§ TASK STATEMENT:
Exact copy, no pictures: take the lines of the listing below from the first through the one containing "height:9px; margin:-4.5px; padding:0".

§ INPUT MATERIAL:
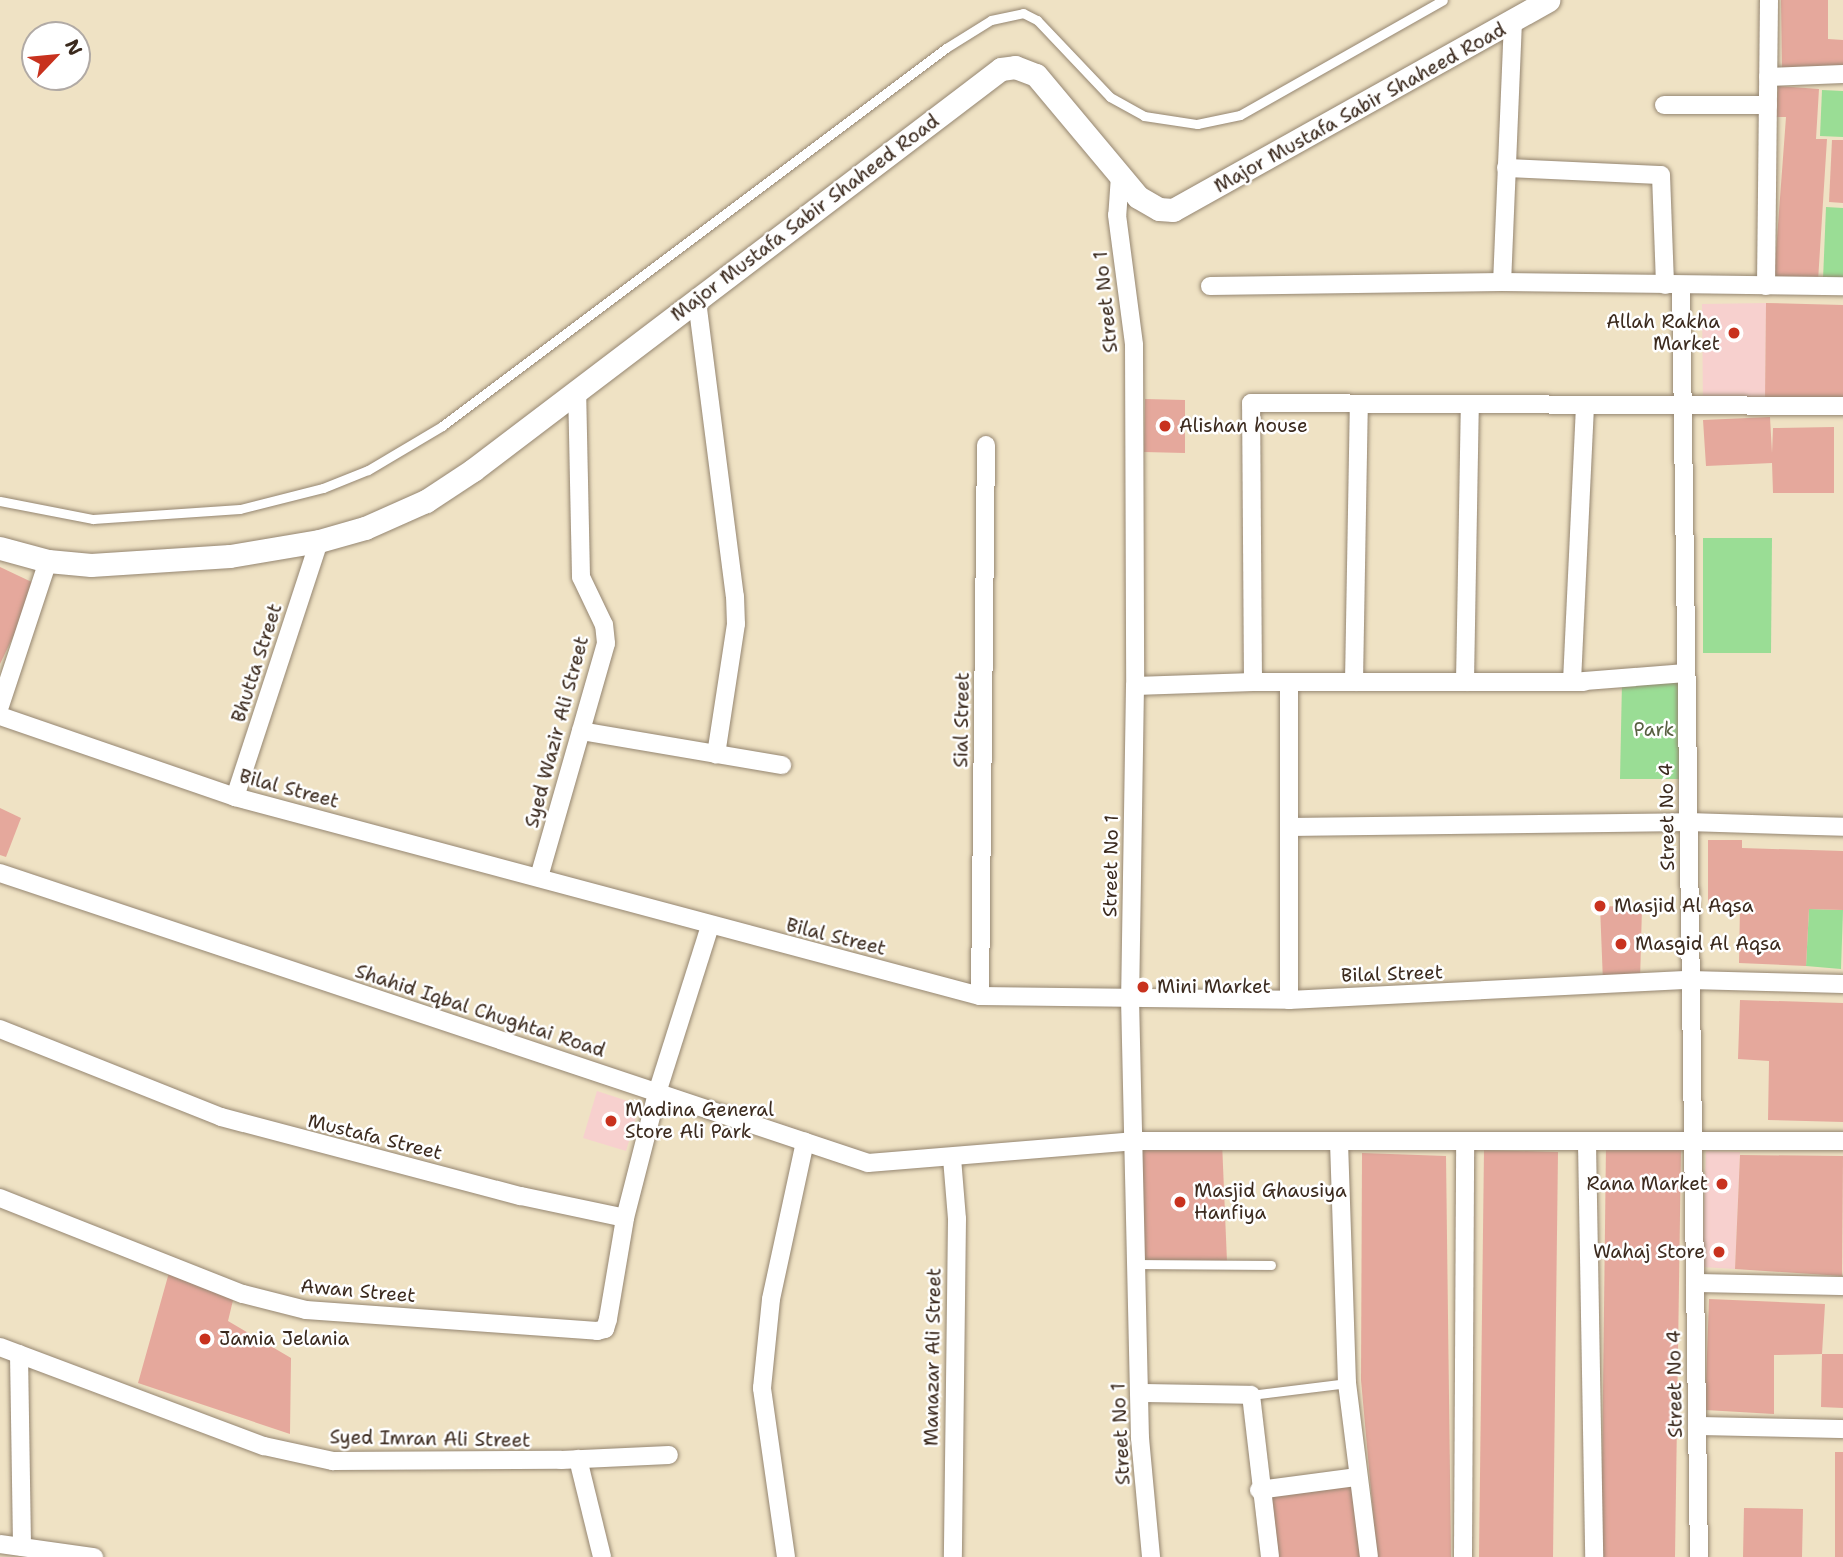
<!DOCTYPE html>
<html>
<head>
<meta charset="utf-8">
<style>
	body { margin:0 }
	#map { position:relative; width:1843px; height:1557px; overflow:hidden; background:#efe2c4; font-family:"Shantell Sans",sans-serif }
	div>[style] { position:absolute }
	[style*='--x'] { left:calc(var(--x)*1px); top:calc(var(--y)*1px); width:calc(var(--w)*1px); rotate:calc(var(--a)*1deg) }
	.built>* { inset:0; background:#f7d0ce }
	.green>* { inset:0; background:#9add95 }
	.building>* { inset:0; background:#e5a89c }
	.roads { filter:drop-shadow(0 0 2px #958671) drop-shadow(0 0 2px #958671) }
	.service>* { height:9px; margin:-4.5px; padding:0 4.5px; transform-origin:4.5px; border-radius:4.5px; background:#fff }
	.minor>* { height:18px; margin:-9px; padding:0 9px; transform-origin:9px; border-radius:9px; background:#fff }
	.tertiary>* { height:23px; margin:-11.5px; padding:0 11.5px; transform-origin:11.5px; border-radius:11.5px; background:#fff }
	.dots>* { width:19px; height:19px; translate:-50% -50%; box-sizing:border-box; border:4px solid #fff; border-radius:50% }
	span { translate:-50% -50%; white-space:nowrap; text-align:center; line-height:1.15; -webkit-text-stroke:5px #fff; paint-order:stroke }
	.street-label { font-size:19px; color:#3b2a1e }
	.poi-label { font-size:19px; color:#3b2a1e }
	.right { translate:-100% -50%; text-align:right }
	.left { translate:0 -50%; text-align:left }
	.park-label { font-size:19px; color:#586042 }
	.north { position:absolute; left:21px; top:21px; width:70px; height:70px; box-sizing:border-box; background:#fff; border:2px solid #b1aaa5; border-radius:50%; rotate:64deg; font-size:19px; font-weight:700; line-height:28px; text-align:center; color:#3b2a1e }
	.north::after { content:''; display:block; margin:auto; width:24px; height:32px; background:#c8321e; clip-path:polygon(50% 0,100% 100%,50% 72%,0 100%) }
</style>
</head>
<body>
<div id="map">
	<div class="built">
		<i style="clip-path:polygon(1766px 303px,1765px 399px,1703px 405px,1702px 304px)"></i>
		<i style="clip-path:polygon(597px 1091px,640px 1105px,626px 1151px,583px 1138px)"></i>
		<i style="clip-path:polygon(1706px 1151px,1740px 1152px,1735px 1269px,1702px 1267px)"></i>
	</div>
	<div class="green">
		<i style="clip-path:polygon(1822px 90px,1843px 91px,1843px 137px,1820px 136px)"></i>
		<i style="clip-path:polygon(1826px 207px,1843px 208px,1843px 281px,1823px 280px)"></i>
		<i style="clip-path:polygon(1703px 538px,1772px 538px,1771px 653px,1703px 653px)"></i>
		<i style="clip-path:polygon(1686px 673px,1687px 779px,1620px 779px,1622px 682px)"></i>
		<i style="clip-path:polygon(1809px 909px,1843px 910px,1841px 969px,1806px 966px)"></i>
	</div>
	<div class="building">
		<i style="clip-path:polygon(1781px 0,1828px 0,1828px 39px,1843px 40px,1843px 70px,1782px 70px)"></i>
		<i style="clip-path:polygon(1778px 86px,1819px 89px,1816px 139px,1827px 139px,1818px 281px,1774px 279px,1786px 117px,1776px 117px)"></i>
		<i style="clip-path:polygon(1832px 140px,1843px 140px,1843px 203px,1829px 202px)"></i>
		<i style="clip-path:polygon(1766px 303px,1843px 305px,1843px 402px,1765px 400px)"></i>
		<i style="clip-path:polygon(1145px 399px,1185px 400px,1185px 453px,1144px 452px)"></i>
		<i style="clip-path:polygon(1770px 417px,1772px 453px,1773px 428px,1834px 427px,1834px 493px,1773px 493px,1772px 463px,1706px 466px,1703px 420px)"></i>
		<i style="clip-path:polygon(0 567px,38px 585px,0 664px)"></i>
		<i style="clip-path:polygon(0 808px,21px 818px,6px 857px,0 855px)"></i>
		<i style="clip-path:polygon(1708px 840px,1742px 840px,1742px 848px,1843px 851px,1843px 910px,1809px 909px,1806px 966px,1739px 963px,1740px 906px,1708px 904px)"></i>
		<i style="clip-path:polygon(1600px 906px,1642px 907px,1640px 981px,1603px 982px)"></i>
		<i style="clip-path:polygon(1740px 1000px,1843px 1003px,1843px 1122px,1768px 1120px,1769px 1061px,1738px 1059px)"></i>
		<i style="clip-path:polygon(1134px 1142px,1222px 1142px,1227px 1262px,1137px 1262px)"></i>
		<i style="clip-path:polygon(1606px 1145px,1681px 1147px,1675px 1557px,1601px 1557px)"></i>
		<i style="clip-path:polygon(1484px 1150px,1558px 1152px,1553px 1557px,1479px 1557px)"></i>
		<i style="clip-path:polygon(1362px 1153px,1446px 1156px,1451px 1557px,1377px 1557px,1361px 1380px)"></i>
		<i style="clip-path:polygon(1740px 1155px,1843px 1156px,1842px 1276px,1735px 1269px)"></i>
		<i style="clip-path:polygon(170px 1269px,235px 1292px,228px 1321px,291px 1358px,290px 1434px,138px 1383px)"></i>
		<i style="clip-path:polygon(1709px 1299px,1825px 1304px,1822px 1354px,1843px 1354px,1843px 1408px,1821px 1407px,1822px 1354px,1774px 1355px,1774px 1414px,1705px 1410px)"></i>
		<i style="clip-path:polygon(1835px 1452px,1843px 1452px,1843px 1557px,1835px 1557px)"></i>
		<i style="clip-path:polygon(1352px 1485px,1362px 1557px,1277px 1557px,1269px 1495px)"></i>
		<i style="clip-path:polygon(1744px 1508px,1803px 1509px,1802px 1557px,1743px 1557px)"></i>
	</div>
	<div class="roads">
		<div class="service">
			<i style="--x:0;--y:501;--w:95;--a:11"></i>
			<i style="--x:93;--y:519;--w:147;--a:-3.9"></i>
			<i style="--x:240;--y:509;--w:86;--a:-14.2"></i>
			<i style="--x:323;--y:488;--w:48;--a:-21.8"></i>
			<i style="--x:368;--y:470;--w:86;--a:-30.7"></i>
			<i style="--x:442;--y:426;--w:630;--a:-36.87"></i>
			<i style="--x:946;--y:48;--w:53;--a:-31.9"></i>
			<i style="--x:991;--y:20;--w:33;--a:-12"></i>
			<i style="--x:1023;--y:13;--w:16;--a:27"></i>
			<i style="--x:1037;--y:20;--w:106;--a:46.5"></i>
			<i style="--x:1110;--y:97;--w:39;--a:29"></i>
			<i style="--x:1144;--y:116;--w:54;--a:8.6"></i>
			<i style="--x:1197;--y:124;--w:44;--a:-11.8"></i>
			<i style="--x:1240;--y:115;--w:233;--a:-29.5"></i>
			<i style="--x:1136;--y:1264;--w:135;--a:0.4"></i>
			<i style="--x:1251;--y:1395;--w:97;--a:-7.1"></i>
		</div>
		<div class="minor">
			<i style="--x:1513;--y:21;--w:261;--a:92.4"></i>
			<i style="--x:1502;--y:282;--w:341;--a:0.7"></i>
			<i style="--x:1768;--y:77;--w:75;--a:-2.3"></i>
			<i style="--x:1664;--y:105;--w:104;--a:0"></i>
			<i style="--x:1506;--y:168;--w:155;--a:2.6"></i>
			<i style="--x:1661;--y:175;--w:110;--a:87.9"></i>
			<i style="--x:1120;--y:176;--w:39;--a:94"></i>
			<i style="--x:1117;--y:215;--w:131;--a:82.5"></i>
			<i style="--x:1134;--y:345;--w:341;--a:89.8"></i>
			<i style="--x:1135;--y:686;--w:312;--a:90.9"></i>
			<i style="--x:1130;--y:998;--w:440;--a:88.7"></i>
			<i style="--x:1140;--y:1438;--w:120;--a:84.7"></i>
			<i style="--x:1210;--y:286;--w:292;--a:-0.8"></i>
			<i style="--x:1681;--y:286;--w:1271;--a:89.19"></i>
			<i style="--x:1766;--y:286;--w:286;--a:-89.4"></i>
			<i style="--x:697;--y:301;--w:297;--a:82.7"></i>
			<i style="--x:735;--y:596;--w:28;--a:88"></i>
			<i style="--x:736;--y:624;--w:132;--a:98.7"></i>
			<i style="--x:1585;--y:406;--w:276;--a:92.7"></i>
			<i style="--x:1572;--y:682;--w:114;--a:-4.5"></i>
			<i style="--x:1253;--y:682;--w:331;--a:0"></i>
			<i style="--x:1289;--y:682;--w:318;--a:90"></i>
			<i style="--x:1354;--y:682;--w:278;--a:-89"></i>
			<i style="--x:1465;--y:682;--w:277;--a:-89"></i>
			<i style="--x:1135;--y:686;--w:118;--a:-1.9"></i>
			<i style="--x:1253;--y:682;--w:279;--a:-90.4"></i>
			<i style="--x:1251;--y:403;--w:592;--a:0.29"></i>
			<i style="--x:0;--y:706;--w:153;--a:-71.7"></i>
			<i style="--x:0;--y:716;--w:249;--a:19"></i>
			<i style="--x:235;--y:797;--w:771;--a:14.96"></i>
			<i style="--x:980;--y:996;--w:309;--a:0.7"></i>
			<i style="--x:1289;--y:1000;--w:401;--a:-2.9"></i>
			<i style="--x:1690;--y:980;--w:153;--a:1.5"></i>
			<i style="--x:581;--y:731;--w:204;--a:9.6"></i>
			<i style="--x:235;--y:797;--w:269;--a:-71.8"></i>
			<i style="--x:1289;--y:827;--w:399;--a:-0.7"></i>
			<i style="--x:1688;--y:822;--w:155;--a:1.8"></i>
			<i style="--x:0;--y:873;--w:915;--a:18.47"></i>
			<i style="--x:868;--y:1163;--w:266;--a:-4.7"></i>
			<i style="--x:1133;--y:1141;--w:710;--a:0"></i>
			<i style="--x:539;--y:877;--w:243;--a:-74"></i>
			<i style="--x:606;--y:643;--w:18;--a:-96"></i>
			<i style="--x:604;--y:625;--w:53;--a:-115.6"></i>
			<i style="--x:581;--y:577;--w:185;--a:-91.2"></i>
			<i style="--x:980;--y:996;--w:551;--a:-89.38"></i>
			<i style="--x:0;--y:1029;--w:238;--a:21.7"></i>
			<i style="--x:221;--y:1117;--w:310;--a:14.8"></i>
			<i style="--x:521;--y:1196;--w:106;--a:11.9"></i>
			<i style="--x:625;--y:1218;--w:129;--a:-75.6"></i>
			<i style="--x:657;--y:1093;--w:175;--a:-72.4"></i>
			<i style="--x:1339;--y:1142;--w:241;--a:88.1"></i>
			<i style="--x:1347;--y:1383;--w:175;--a:82.8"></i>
			<i style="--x:1587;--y:1143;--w:414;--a:89"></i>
			<i style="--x:952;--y:1158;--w:61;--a:85.3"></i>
			<i style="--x:957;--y:1219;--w:338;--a:90.7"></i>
			<i style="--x:0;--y:1198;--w:261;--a:21.6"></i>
			<i style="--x:243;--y:1294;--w:65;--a:14.3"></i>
			<i style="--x:306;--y:1310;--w:292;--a:4.1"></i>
			<i style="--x:597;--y:1331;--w:8;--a:-14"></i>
			<i style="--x:605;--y:1329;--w:10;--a:-73"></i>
			<i style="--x:608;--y:1319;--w:102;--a:-80.4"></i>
			<i style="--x:1695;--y:1283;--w:148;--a:1.2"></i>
			<i style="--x:0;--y:1347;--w:282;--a:20.6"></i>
			<i style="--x:264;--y:1446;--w:71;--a:12.3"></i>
			<i style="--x:333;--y:1461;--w:228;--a:-0.3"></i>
			<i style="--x:561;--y:1460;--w:108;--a:-2.7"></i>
			<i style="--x:19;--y:1354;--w:193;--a:89.1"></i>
			<i style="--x:1139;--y:1393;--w:112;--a:1"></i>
			<i style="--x:1251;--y:1395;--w:163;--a:83.3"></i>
			<i style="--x:1697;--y:1426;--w:146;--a:1.2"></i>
			<i style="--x:578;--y:1459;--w:101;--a:76.2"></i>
			<i style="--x:1259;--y:1490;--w:98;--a:-7.6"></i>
			<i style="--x:0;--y:1544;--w:95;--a:7.9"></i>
			<i style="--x:786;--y:1557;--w:171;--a:-98.1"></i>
			<i style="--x:762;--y:1388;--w:89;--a:-84.2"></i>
			<i style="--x:771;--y:1299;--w:161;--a:-77.8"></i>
			<i style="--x:1463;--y:1557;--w:415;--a:-89.7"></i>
		</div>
		<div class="tertiary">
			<i style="--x:0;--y:548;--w:50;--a:15.2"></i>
			<i style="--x:48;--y:561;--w:43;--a:5.3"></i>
			<i style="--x:91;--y:565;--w:139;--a:-3.7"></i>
			<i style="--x:230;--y:556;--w:90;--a:-9.6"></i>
			<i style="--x:319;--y:541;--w:48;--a:-15.8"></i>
			<i style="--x:365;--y:528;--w:67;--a:-23.9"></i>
			<i style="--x:426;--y:501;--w:56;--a:-33.4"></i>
			<i style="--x:473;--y:470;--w:663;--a:-37.22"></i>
			<i style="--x:1001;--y:69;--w:14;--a:-8"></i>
			<i style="--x:1015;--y:67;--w:22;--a:21"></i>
			<i style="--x:1036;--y:75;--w:159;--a:50.1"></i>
			<i style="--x:1138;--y:197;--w:24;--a:30"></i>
			<i style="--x:1159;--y:209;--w:14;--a:4"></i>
			<i style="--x:1173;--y:210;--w:430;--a:-29.2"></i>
		</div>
	</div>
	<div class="dots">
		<i style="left:1734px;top:333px;background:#c8321e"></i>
		<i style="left:1165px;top:426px;background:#c8321e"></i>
		<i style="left:1600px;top:906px;background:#c8321e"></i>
		<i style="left:1621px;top:944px;background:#c8321e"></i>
		<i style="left:1143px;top:987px;background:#c8321e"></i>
		<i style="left:611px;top:1121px;background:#c8321e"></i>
		<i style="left:1722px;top:1184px;background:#c8321e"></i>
		<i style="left:1180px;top:1202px;background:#c8321e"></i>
		<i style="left:1719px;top:1252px;background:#c8321e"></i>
		<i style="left:205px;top:1339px;background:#c8321e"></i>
	</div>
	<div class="street-label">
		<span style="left:1360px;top:108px;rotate:-29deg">Major Mustafa Sabir Shaheed Road</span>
		<span style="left:805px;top:218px;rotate:-37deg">Major Mustafa Sabir Shaheed Road</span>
		<span style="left:1106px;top:302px;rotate:-96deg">Street No 1</span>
		<span style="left:257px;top:663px;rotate:-72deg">Bhutta Street</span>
		<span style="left:962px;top:720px;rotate:-89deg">Sial Street</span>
		<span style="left:557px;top:732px;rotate:-75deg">Syed Wazir Ali Street</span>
		<span style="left:289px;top:789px;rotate:15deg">Bilal Street</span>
		<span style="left:1667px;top:817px;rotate:-91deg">Street No 4</span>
		<span style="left:1111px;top:866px;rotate:-89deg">Street No 1</span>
		<span style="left:836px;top:937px;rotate:14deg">Bilal Street</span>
		<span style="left:1392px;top:974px;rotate:-2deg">Bilal Street</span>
		<span style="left:480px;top:1011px;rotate:18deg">Shahid Iqbal Chughtai Road</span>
		<span style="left:375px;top:1137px;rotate:14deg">Mustafa Street</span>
		<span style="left:358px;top:1291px;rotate:5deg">Awan Street</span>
		<span style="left:933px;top:1357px;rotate:-89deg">Manazar Ali Street</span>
		<span style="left:1675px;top:1384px;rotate:-91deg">Street No 4</span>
		<span style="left:1121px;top:1434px;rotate:-93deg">Street No 1</span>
		<span style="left:430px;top:1439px;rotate:1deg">Syed Imran Ali Street</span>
	</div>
	<div class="poi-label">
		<span class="right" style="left:1720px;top:333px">Allah Rakha<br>Market</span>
		<span class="left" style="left:1179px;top:426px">Alishan house</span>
		<span class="left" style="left:1614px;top:906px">Masjid Al Aqsa</span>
		<span class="left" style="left:1635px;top:944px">Masgid Al Aqsa</span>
		<span class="left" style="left:1157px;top:987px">Mini Market</span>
		<span class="left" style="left:625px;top:1121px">Madina General<br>Store Ali Park</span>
		<span class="right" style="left:1708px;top:1184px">Rana Market</span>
		<span class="left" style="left:1194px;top:1202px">Masjid Ghausiya<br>Hanfiya</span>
		<span class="right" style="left:1705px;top:1252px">Wahaj Store</span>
		<span class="left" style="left:219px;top:1339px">Jamia Jelania</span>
	</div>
	<div class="park-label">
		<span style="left:1654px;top:730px">Park</span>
	</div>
	<div class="north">N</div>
</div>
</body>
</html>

§ RESULT BELOW:
<!DOCTYPE html>
<html>
<head>
<meta charset="utf-8">
<style>
	body { margin:0 }
	#map { position:relative; width:1843px; height:1557px; overflow:hidden; background:#efe2c4; font-family:"Shantell Sans",sans-serif }
	div>[style] { position:absolute }
	[style*='--x'] { left:calc(var(--x)*1px); top:calc(var(--y)*1px); width:calc(var(--w)*1px); rotate:calc(var(--a)*1deg) }
	.built>* { inset:0; background:#f7d0ce }
	.green>* { inset:0; background:#9add95 }
	.building>* { inset:0; background:#e5a89c }
	.roads { filter:drop-shadow(0 0 2px #958671) drop-shadow(0 0 2px #958671) }
	.service>* { height:9px; margin:-4.5px; padding:0 4.5px; transform-origin:4.5px; border-radius:4.5px; background:#fff }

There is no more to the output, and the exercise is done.